**** Data

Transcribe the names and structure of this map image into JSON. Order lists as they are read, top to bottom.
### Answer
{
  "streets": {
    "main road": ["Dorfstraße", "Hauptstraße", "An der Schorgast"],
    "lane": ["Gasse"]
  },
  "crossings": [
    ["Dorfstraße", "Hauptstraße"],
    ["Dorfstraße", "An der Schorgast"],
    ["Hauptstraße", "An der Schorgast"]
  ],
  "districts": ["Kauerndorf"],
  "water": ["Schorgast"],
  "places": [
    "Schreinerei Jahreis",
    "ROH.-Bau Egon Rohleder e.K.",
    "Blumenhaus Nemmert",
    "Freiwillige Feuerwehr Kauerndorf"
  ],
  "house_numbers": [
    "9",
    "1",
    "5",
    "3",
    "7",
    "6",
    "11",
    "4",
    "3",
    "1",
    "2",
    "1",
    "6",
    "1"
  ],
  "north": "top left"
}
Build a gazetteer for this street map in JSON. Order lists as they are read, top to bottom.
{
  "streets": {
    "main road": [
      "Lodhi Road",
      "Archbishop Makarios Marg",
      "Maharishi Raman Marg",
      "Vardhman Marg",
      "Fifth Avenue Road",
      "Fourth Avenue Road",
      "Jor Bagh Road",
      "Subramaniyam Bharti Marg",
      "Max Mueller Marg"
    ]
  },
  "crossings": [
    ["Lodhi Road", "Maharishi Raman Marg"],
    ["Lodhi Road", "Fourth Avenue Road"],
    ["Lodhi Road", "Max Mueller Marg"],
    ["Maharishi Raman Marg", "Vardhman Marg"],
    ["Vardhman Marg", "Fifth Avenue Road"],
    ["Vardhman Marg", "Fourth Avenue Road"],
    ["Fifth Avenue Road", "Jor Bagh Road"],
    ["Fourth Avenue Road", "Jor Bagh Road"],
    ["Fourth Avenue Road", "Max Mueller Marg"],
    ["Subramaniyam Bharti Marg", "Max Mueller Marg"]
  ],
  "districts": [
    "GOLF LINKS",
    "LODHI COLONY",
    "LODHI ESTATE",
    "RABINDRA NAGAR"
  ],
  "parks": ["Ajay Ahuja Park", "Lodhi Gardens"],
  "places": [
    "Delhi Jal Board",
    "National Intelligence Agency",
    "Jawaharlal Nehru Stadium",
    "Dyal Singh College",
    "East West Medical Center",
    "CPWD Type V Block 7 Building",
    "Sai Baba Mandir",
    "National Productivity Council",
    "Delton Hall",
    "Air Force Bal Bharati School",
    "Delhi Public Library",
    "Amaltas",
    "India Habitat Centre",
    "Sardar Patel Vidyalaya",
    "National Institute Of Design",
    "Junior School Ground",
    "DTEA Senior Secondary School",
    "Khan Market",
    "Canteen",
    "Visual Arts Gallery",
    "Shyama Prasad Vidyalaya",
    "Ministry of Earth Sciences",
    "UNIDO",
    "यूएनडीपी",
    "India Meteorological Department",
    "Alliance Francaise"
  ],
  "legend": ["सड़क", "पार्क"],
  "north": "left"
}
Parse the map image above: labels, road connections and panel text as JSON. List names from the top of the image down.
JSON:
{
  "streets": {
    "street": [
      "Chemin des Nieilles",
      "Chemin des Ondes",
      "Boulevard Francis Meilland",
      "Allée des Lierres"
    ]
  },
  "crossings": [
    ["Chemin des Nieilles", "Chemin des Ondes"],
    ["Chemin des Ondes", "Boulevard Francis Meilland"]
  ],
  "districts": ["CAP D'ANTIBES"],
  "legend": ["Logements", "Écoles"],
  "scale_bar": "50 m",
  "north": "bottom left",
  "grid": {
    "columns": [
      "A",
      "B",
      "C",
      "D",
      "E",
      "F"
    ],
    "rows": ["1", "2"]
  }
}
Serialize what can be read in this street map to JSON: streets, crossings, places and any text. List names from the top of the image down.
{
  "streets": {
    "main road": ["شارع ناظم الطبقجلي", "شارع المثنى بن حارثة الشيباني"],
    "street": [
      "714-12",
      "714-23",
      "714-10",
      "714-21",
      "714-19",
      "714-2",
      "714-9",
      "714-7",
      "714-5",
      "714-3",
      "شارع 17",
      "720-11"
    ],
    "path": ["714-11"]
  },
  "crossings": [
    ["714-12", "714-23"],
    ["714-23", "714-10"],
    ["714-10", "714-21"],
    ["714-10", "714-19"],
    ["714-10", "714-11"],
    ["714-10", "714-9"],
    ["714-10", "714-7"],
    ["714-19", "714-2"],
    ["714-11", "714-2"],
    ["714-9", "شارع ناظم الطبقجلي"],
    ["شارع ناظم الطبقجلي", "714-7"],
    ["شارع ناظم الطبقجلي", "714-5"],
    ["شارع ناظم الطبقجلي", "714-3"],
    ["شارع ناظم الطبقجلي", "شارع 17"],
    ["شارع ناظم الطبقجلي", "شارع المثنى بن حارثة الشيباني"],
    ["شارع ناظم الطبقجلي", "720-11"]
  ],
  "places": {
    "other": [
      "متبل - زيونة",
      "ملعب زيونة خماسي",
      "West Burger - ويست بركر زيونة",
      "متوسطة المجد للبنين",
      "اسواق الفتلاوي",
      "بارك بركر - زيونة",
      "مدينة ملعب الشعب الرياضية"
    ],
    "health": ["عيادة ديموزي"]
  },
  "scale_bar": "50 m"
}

********

What you are asked to do: The answer must be every line from the entries above that holds the string "زيونة".

Task solution:
      "متبل - زيونة",
      "ملعب زيونة خماسي",
      "West Burger - ويست بركر زيونة",
      "بارك بركر - زيونة",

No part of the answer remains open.